The data are scaled in British IQs (approximately). Thus, looking again at the last two models, we see that W. Eurasian ancestry has a slope of 19 IQ. The interpretation is the same as before: if we took a country that was 100% African/Amerindian country and magically changed it to 100% W. Eurasian, it would gain about 19 IQ. Model 6 tells us the opposite, that starting with a 100% W. Eurasian country and changing it to 100% Amerindian would reduce IQ by 19, to 100% African by 20 IQ, and for “Other” ancestry by 13 IQ. In a naive interpretation, these tell you about the genotypic mean IQs of these ancestries, which would be: 82 IQ for Amerindian, 80 IQ for African, and 87 for “Other”.
However, you might say, the data has residual spatial variation that isn’t captured by our controls. That’s true! This is the eternal problem of spatial autocorrelation in geographically based data. So we tried a spatial error model to account for this:

The spatial row is the strength of the residual spatial autocorrelation (in standardized units), which was weak for development but strong for IQs. Nevertheless, accounting for these spatially autocorrelated errors did not substantially change the findings, as the slopes remained about the same as before.
A variety of researchers have also forwarded models that particular aspects of the natural environment directly causes or maybe caused evolved differences net of ancestry, so we tried these too:

Here we included: 1) UV radiation, 2) temperature, 3) precipitation, 4) longitude, and 5) absolute latitude in addition to the variables from before, and the spatial error model. In other words, even with a sample size of 300+ we are really pressing the models to try to distinguish between the hypothetically causal variables.
Overall, the ancestry effects remained for the outcomes, and the geoclimatical variables did not perform well. An exception is that temperature appears to predict some of the IQ variation and shrinks the estimate for W. Eurasian from 20 to 13 IQ in model 7. Note that this is not true for model 5 which doesn’t use population weights. I don’t know why this happens, and maybe it could be further studied.
There’s more in the preprint, so give it a read! And post the plots online, they are much nicer than the older ones.
To be noted:
- These cross-sectional (same-time) data cannot give strong evidence of causality. The indirect of causality is just that the ancestry associations remains in the presence of all the controls we tried, and the spatial error models.
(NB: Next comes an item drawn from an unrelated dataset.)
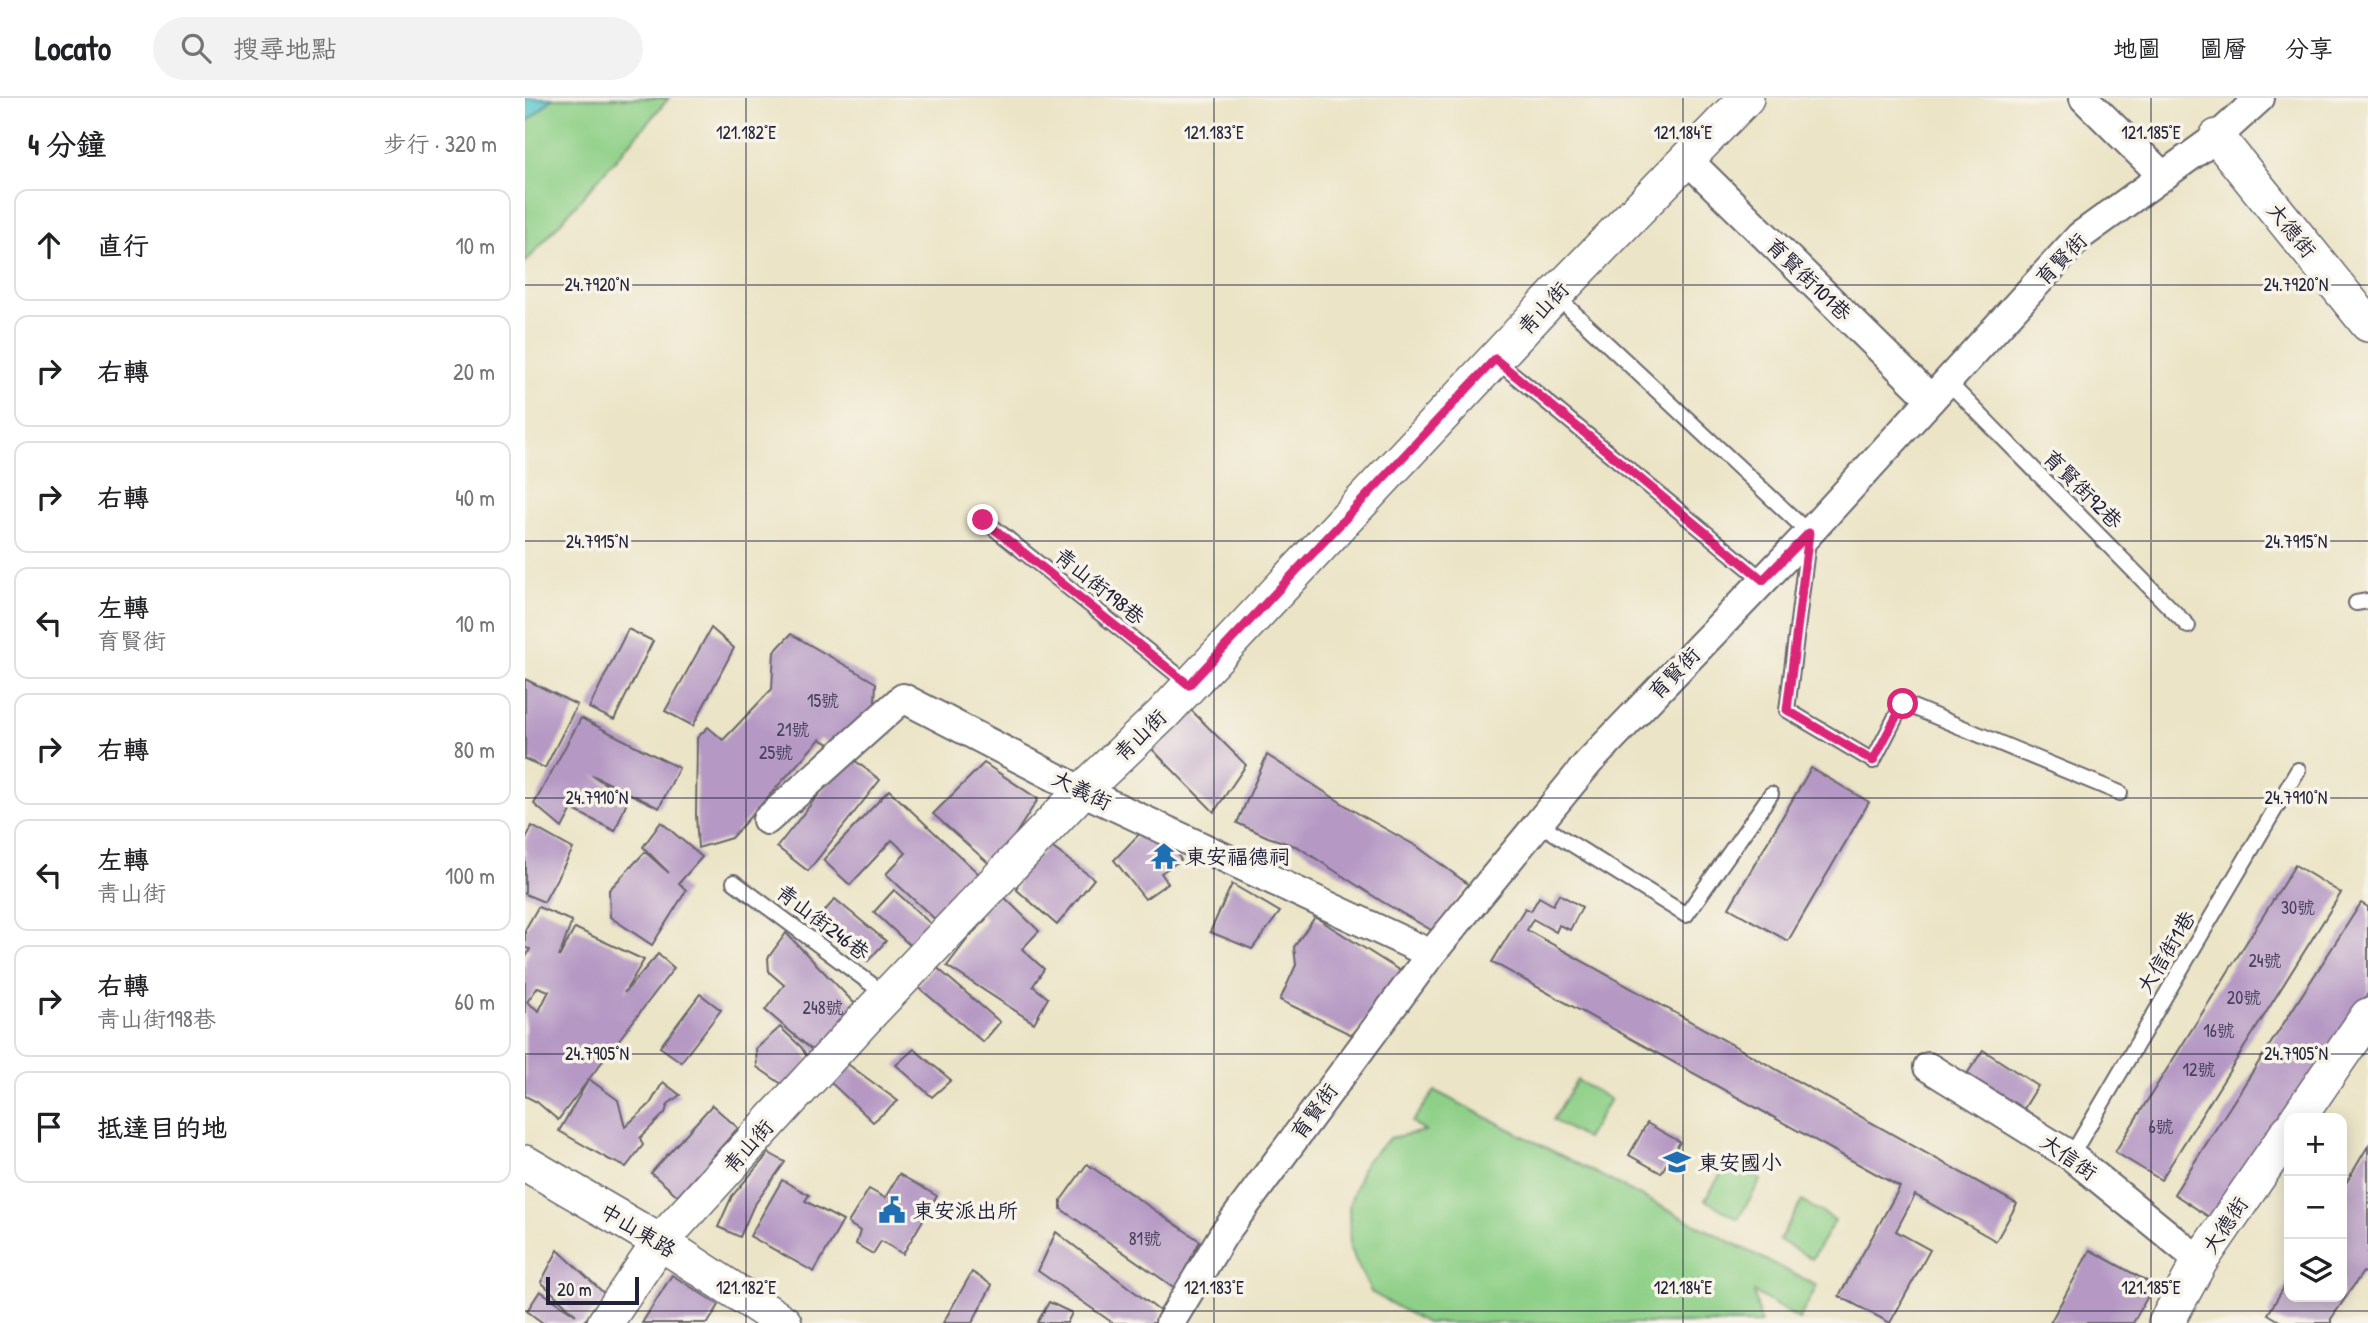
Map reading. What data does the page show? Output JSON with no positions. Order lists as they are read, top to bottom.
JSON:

Clearly, ancestry associations cannot be hand-waved away as being merely due to world regions, spatial autocorrelation etc.
- The data quality is not always great. As you can imagine, data quality correlates with development too, so since a lot of the units are in, by western standards, poor countries, they don’t always have top-notch data. Such data quality issues would however tend to obscure the patterns we see rather than enhance them. The true strength of some of the associations will thus be stronger than what we see here.
- In theory, one could obtain time-series data and repeat this kind of study. In practice, obtaining precise enough estimates across time is generally not possible, so this method cannot be pursued here. At least not for now.